Scientific classification
- Kingdom: Animalia
- Phylum: Chordata
- Class: Actinopterygii
- Order: Cichliformes
- Family: Cichlidae
- Subfamily: Pseudocrenilabrinae
- Tribe: Hemichromini
- Genus: Anomalochromis Greenwood, 1985
- Species: A. thomasi
- Binomial name: Anomalochromis thomasi (Boulenger, 1915)
- Synonyms: Paratilapia thomasi Boulenger, 1915; Haplochromis thomasi (Boulenger, 1915); Hemichromis thomasi (Boulenger, 1915); Pelmatochromis thomasi (Boulenger, 1915);

= Anomalochromis =

- Authority: (Boulenger, 1915)
- Conservation status: LC
- Synonyms: Paratilapia thomasi Boulenger, 1915, Haplochromis thomasi (Boulenger, 1915), Hemichromis thomasi (Boulenger, 1915), Pelmatochromis thomasi (Boulenger, 1915)
- Parent authority: Greenwood, 1985

Genus of fishes

Anomalochromis is a genus of fish in the family Cichlidae, containing the single species Anomalochromis thomasi, the African butterfly cichlid. It is a small cichlid growing to a length of 6–8 cm. The natural habitat of A. thomasi is Sierra Leone, Liberia, and Guinea, mainly in smaller streams. The fish are typically found in slightly acidic, oxygen-rich water with other West African cichlid genera such as Hemichromis and Pelvicachromis.
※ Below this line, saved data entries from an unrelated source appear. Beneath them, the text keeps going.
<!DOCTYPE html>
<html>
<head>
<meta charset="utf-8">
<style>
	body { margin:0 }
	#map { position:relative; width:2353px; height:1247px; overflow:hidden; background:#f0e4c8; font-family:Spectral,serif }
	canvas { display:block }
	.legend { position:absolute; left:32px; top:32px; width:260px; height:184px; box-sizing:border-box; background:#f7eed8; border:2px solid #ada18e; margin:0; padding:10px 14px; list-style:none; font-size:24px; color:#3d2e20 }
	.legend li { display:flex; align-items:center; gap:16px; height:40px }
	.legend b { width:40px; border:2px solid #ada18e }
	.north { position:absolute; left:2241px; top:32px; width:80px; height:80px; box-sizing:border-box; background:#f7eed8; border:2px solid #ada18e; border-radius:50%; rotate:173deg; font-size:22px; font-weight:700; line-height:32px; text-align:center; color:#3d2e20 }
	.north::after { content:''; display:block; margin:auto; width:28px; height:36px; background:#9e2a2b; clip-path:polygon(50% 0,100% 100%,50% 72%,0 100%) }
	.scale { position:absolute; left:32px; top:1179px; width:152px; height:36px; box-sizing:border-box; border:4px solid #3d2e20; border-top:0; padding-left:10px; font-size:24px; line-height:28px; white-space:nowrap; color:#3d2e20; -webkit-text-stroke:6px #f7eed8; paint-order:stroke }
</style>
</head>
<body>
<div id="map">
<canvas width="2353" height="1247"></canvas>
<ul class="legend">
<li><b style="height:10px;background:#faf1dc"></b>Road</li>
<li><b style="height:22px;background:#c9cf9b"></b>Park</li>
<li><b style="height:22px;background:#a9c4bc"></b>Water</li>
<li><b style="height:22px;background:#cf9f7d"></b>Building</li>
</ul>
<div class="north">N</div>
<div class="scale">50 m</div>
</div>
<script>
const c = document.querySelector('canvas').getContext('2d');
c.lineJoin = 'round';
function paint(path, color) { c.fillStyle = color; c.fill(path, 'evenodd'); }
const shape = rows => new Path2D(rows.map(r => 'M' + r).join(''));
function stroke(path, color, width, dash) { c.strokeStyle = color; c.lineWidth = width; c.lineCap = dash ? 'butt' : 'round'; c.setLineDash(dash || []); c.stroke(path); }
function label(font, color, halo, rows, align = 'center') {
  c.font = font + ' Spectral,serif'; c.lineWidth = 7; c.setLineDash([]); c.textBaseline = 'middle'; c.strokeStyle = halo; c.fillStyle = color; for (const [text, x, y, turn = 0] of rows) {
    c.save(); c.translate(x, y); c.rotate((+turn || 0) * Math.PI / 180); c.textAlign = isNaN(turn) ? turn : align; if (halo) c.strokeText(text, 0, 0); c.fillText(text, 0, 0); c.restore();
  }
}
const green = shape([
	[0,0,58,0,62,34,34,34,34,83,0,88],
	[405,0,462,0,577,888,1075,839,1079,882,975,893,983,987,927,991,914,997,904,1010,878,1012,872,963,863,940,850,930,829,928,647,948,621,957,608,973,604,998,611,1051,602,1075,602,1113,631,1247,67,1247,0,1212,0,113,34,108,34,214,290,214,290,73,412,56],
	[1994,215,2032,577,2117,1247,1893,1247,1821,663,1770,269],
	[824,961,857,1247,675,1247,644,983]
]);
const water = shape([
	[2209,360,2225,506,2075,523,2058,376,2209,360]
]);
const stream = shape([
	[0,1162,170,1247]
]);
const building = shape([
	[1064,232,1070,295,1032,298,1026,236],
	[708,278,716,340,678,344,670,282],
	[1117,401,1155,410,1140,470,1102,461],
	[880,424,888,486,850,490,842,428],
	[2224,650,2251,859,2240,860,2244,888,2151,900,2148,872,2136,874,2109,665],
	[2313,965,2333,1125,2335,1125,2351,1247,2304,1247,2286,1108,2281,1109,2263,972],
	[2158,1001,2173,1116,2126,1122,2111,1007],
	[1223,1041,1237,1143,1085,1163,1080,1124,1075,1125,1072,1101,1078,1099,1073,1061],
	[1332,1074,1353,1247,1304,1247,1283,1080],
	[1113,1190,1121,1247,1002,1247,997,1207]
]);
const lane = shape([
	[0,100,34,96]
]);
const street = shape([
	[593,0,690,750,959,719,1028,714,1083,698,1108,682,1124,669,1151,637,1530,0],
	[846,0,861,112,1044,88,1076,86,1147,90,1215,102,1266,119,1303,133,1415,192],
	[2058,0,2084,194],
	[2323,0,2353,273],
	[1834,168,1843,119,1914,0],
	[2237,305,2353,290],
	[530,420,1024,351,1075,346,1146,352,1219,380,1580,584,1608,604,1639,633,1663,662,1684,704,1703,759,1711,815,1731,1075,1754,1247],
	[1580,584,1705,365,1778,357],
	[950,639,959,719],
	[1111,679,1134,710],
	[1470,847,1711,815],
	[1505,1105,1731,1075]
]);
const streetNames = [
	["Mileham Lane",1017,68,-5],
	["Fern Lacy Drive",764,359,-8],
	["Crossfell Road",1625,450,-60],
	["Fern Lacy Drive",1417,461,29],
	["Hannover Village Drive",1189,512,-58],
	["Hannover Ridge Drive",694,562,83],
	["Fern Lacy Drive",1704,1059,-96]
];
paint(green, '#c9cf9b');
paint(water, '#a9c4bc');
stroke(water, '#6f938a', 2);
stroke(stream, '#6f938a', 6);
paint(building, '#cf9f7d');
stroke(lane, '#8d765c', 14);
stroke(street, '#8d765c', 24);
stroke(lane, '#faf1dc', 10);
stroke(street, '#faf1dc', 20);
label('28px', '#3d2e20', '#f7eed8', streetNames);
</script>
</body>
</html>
This species is found in forest streams, shaded by dense overhanging vegetation where the water is heavily stained with tannins from decaying organic matter. In these streams, the temperature of the water can approach 30 °C in the dry season. It can also occur in streams in forest edge habitats. Under stress or when disturbed, A. thomasi can bury itself in the mud, occasionally down to 30 cm. They form pairs which spawn into the substrate. These pairs are territorial; the female selects a laying site on a leaf or flat rock that the male and she clean. After laying, the brood is mainly cared for by the female, although the male sometimes relieves her. Within 72 hours of hatching, the young are moved to one of a number of depressions in the substrate created by their parents. They remain there until they become free swimming.

The specific name of this species honours English aquatic technician W. Thomas (born 1965, the collector of the type specimen).